### PROBLEM REQUIREMENTS
Look through the material below and give the number of lines where the string "restaurant" appears, without any other words.

### EXTRACTED ENTRIES
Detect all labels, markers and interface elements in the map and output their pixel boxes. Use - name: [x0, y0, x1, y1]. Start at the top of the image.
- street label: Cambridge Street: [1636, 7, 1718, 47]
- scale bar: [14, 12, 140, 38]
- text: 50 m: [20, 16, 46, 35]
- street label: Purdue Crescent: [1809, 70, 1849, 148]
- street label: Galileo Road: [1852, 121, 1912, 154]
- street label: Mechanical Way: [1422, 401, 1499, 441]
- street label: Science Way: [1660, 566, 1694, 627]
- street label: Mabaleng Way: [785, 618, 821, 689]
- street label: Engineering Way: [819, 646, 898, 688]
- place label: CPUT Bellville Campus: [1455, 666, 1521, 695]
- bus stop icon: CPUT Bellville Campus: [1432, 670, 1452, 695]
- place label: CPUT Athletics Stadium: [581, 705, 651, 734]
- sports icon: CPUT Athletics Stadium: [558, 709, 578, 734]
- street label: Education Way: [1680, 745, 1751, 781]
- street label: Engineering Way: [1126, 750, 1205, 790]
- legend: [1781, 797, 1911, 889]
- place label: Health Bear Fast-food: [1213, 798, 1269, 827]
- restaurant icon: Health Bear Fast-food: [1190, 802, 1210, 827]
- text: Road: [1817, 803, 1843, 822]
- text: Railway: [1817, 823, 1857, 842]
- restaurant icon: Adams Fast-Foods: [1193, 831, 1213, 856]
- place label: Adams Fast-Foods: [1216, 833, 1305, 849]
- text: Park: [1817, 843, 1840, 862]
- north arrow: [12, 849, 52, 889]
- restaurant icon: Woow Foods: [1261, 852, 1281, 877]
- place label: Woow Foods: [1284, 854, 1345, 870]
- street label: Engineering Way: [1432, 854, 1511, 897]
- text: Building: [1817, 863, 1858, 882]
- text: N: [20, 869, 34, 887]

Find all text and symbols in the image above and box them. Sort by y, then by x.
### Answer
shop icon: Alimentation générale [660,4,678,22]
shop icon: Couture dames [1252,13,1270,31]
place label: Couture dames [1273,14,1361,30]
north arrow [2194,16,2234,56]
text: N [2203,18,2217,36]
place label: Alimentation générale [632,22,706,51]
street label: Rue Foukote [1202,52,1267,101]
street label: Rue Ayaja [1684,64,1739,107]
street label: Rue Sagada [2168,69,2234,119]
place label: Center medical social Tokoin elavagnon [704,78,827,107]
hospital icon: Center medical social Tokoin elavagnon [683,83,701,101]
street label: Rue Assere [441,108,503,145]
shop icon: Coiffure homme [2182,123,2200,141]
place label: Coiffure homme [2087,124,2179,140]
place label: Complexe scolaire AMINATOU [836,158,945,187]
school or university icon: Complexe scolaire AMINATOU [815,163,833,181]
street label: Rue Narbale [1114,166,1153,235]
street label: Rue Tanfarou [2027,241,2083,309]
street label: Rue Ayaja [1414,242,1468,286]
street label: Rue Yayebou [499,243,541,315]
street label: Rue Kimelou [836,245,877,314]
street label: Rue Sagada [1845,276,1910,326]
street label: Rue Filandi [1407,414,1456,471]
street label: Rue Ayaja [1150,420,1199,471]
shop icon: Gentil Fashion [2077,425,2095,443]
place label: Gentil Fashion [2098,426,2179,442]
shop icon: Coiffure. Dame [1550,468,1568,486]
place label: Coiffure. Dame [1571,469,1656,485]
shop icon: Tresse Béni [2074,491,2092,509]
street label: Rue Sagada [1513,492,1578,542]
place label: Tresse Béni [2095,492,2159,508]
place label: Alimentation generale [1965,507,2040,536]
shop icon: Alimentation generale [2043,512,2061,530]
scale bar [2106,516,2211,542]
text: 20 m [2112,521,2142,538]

### WRITTEN ANSWER
3